El 3 de julio, una declaración en el Voelkischer Beobachter redactada por Reichenau, dio, en esencia, la misma explicación de lo sucedido, que daría Hitler diez días más tarde. De este modo, el ejército falseaba la justificación de lo que había sucedido, incluyendo el asesinato de dos de sus miembros. Se ha argüido que los generales pagaron sus graves faltas en 1934, pero el cuerpo de oficiales sobrevivió, como no lo hubiera hecho si Roehm hubiera llegado al poder. Las SS, fuera cuales fuesen las aspiraciones de Himmler, nunca consiguieron lo que Roehm había intentado y no llegaron a infiltrarse en el Alto Mando. Se permitió un establecimiento militar SS, pero éste continuaría reducido y disperso hasta 1942. Sólo después, en la derrota, se encontró el Alto Mando coartado ante una expansión de las SS Wajjen y entonces era ya demasiado tarde para que las SS se convirtieran en un rival de consideración, que sólo ocurrió en cuestiones internas de administración y disciplina, mientras que los generales del ejército, por su parte, continuaron manteniendo el control de las divisiones SS en el campo de batalla. El error del ejército había consistido en aceptar a Hitler en primer lugar y sus humillaciones posteriores no obedecieron a la purga sangrienta de 1934, sino a acontecimientos que, por entonces, eran imprevisibles.

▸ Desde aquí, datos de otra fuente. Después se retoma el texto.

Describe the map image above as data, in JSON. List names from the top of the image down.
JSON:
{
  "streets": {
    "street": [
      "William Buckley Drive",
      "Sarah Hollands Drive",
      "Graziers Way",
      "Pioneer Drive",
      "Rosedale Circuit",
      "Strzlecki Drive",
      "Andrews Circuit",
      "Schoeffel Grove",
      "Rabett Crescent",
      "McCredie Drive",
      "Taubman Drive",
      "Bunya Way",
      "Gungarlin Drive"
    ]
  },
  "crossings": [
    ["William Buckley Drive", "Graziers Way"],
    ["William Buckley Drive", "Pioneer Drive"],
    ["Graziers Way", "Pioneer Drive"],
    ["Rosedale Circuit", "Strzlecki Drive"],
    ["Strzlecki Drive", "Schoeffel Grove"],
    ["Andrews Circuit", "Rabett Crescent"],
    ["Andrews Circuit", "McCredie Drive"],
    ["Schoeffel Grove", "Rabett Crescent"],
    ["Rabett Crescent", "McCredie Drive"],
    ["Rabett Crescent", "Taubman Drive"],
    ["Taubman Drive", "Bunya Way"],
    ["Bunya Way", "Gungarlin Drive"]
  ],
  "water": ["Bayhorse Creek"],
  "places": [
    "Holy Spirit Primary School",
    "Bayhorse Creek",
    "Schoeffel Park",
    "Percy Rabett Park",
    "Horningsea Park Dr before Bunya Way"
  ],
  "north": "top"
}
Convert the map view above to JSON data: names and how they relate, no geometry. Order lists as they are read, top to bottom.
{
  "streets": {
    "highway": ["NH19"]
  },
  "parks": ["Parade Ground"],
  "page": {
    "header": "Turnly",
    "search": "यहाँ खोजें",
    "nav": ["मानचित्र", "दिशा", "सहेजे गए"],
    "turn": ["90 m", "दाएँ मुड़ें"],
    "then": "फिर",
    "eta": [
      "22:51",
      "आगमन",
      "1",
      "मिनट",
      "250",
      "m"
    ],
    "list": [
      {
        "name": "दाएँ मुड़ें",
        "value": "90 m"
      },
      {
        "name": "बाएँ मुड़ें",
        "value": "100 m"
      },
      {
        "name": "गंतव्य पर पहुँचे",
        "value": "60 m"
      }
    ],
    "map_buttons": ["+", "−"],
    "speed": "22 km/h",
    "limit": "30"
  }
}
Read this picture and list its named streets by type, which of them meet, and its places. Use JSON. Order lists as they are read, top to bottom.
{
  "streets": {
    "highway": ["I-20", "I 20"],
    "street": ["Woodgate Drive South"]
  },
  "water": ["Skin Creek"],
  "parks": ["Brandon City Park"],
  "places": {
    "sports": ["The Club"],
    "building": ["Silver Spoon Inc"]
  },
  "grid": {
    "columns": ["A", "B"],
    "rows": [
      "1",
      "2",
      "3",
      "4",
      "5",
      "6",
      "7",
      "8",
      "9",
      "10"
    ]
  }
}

Himmler salió más poderoso de la purga Roehm. Era un paso importante en la obtención del control de los órganos de policía en Alemania por parte de las SS. Viktor Lutze, sucesor nominal de Roehm, se acomodó gustosamente a un papel subordinado y las SS comenzaron a establecerse como un Estado dentro del Estado.
El Führer había alcanzado el poder absoluto. El 3 de julio decretó que las medidas adoptadas para suprimir el putsch pasaban a ser ley para la defensa del Estado en caso de emergencia. De ahí en adelante, cualquier delito cometido por los nazis sería, ipso facto, legal. Nueve días más tarde, los funcionarios legales del Reich fueron informados de que, a partir de aquel momento, su ley sería la voluntad del Führer.
El 2 de agosto murió Hindenburg y el ejército cumplió su palabra. Hitler pasó a ser Presidente y todos los grados juraron: «Juro por Dios este santo juramento: otorgaré mi incondicional obediencia al Führer del Reich del pueblo alemán, Adolf Hitler, Comandante en Jefe de las Fuerzas Armadas, y estaré dispuesto como un bravo soldado a entregar mi vida en cualquier momento por este juramento». Hitler había ya roto su promesa permitiendo la formación de una división armada SS, obediente a Himmler.
El 19 de agosto, el pueblo alemán fue invitado a aprobar mediante plebiscito la subida al poder de Hitler como Führer y Canciller del Reich. De los 45 millones y medio de votantes, el 95’7 % fueron a las urnas. 38 millones, o sea, el 89*9 % de los votos recogidos, dijeron «sí». Cuatro millones y medio dijeron «no» y 870.000 papeletas fueron invalidadas. Aunque no hay que olvidar estos cuatro millones y medio, la mayoría fue impresionante. La revolución nazi había recibido la confirmación popular.